Immune Mediated Nectorizing Myopathy (IMNM) is a complement-mediated muscle disease. It can present much like polymyositis and causes muscle necrosis that leads to weakness of the skeletal muscles on the both sides of the body, commonly those closest to the body’s core such as the hips, upper arms, shoulders, neck, and thighs. Muscle weakness, which is often severe, can develop within days, weeks, or months. This type of weakness often leads to difficulty climbing stairs, rising from a chair or from the floor, turning in bed, combing hair, and brushing teeth. Ocular muscles are not affected, and distal muscles are spared in 75% of cases. Atrophy and hyporeflexia, if present, are less pronounced. Causes of IMNM can be associated with certain medications, especially statins used to manage cholesterol, anti-HMGCoAR and anti-SRP auto antibodies, cancer, viral infections, or other connective tissue diseases. Women and men are affected equally, with an average age of onset between ages 40-60.

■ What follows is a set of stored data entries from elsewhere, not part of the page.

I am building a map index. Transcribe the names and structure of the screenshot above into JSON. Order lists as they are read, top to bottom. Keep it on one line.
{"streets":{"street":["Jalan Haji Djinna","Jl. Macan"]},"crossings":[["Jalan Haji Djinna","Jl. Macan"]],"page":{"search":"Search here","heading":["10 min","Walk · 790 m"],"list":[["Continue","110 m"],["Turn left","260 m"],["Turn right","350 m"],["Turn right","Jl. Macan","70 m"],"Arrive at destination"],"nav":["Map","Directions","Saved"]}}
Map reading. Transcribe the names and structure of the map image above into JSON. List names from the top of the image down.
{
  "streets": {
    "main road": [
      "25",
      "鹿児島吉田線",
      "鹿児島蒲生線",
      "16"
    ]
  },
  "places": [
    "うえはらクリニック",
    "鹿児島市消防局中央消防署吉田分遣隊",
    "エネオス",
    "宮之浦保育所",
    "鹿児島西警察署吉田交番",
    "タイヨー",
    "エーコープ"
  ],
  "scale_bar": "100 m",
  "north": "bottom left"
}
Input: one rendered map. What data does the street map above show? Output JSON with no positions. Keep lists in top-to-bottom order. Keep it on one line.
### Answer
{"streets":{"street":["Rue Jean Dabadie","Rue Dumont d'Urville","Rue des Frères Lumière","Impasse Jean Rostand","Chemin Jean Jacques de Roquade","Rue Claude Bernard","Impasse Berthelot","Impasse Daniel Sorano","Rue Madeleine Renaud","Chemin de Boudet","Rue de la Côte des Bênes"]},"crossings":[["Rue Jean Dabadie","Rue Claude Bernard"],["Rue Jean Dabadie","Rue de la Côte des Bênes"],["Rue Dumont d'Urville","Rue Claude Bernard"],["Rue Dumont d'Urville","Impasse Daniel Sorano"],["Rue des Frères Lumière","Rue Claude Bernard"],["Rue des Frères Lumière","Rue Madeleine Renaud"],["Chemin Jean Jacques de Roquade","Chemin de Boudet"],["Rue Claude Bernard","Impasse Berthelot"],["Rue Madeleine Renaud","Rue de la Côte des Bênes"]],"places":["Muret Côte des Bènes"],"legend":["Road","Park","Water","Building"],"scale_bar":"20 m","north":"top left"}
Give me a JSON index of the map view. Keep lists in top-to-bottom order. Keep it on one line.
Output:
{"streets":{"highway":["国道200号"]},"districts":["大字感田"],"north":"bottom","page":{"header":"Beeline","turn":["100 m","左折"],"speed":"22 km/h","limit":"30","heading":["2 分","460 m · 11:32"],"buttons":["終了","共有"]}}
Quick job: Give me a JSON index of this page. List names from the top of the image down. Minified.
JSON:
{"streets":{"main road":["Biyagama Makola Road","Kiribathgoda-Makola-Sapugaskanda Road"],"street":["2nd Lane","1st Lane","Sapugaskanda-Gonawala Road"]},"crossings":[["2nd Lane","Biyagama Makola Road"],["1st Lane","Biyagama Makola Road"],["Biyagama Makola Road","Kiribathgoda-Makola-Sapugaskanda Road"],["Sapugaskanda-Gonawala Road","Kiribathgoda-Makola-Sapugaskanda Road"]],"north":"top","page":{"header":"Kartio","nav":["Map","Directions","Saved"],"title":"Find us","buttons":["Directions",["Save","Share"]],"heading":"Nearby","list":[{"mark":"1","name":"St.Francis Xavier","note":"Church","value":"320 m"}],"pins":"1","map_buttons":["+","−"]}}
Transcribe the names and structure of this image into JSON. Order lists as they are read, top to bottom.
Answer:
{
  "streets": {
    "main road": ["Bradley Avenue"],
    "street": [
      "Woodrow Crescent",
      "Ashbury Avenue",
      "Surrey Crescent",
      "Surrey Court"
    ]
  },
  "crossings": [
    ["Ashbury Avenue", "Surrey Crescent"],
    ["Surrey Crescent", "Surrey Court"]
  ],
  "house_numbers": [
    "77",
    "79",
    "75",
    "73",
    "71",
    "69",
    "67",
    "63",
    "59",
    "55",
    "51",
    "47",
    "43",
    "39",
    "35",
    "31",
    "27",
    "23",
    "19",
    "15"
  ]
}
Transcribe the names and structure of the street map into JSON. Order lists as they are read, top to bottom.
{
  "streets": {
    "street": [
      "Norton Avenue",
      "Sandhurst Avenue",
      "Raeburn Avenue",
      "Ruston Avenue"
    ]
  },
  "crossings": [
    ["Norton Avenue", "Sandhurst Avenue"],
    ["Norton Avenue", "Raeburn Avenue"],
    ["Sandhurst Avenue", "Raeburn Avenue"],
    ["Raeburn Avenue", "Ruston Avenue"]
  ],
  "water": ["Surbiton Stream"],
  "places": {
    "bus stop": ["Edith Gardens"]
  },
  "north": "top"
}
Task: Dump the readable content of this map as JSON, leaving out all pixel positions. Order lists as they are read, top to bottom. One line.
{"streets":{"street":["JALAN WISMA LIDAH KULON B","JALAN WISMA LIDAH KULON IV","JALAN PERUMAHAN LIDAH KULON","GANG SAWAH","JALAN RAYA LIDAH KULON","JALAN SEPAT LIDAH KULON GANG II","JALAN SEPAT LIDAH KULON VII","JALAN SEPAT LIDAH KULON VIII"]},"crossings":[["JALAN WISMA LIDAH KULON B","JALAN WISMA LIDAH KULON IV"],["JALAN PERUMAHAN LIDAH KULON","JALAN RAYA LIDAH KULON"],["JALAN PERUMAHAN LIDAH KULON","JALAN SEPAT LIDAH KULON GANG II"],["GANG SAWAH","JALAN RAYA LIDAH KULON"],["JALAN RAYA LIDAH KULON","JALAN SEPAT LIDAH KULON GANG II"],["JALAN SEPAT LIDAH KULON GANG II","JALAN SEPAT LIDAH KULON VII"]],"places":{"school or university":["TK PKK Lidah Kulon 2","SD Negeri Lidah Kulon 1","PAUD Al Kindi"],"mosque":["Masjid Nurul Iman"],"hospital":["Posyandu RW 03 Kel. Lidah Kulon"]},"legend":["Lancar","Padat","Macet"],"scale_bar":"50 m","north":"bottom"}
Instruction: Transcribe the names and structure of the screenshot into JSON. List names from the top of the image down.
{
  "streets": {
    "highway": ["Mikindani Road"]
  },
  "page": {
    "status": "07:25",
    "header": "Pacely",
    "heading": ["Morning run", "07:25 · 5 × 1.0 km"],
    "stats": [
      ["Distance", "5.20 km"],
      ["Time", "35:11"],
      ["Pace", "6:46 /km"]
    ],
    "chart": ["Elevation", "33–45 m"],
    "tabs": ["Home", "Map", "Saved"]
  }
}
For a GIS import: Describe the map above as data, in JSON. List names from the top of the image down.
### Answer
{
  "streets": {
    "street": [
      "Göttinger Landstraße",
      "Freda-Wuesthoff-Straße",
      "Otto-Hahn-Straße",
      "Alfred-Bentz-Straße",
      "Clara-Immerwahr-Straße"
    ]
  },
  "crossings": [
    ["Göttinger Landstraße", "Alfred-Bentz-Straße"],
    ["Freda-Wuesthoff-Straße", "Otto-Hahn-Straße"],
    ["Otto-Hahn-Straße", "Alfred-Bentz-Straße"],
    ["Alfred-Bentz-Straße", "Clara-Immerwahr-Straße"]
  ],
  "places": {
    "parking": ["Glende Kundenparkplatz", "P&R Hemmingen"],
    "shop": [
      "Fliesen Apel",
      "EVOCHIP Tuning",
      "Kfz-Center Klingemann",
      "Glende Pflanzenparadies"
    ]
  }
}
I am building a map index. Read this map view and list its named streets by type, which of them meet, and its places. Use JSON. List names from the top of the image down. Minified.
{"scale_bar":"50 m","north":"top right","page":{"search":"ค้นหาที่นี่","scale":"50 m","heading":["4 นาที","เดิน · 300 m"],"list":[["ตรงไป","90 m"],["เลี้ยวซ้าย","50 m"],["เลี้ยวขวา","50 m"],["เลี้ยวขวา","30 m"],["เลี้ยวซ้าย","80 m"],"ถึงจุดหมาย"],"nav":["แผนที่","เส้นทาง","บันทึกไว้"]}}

Fatigue is one of the most common symptoms post COVID infection, potentially by direct infection of the muscle or as an inciting environmental event triggering autoimmunity. Case reports describe worsened disease activity after COVID-19 infection, both in dermatomyositis and immune-related necrotizing myositis. Previous reports have pointed to myopathy based on electromyography of post COVID patients. Muscle biopsies analyzed also showed histological changes such as capillary injury, inflammation, and mitochondrial changes associated with the disease duration. Some studies also showed more pronounced skeletal muscle inflammation compared to cardiac muscles, mostly seen in chronic COVID courses. However, there has been no evidence of direct viral infection of myofibers based on immunochemistry and electron microscopy.
COVID-19 pandemic has sustained an unfavorable effect on continuity of medical care on patients with autoimmune myopathies in general. COVID-19 can trigger their autoimmune myopathies since their immune response is compromised due to immunosuppressive therapies. The clinical profile of patients is highly variable, which warrants a high index of suspicion for myositis in any COVID-19 patient, hence, the best management should be anticipatory since delays and omissions in clinical care may potentially translate to poorer outcomes in the future.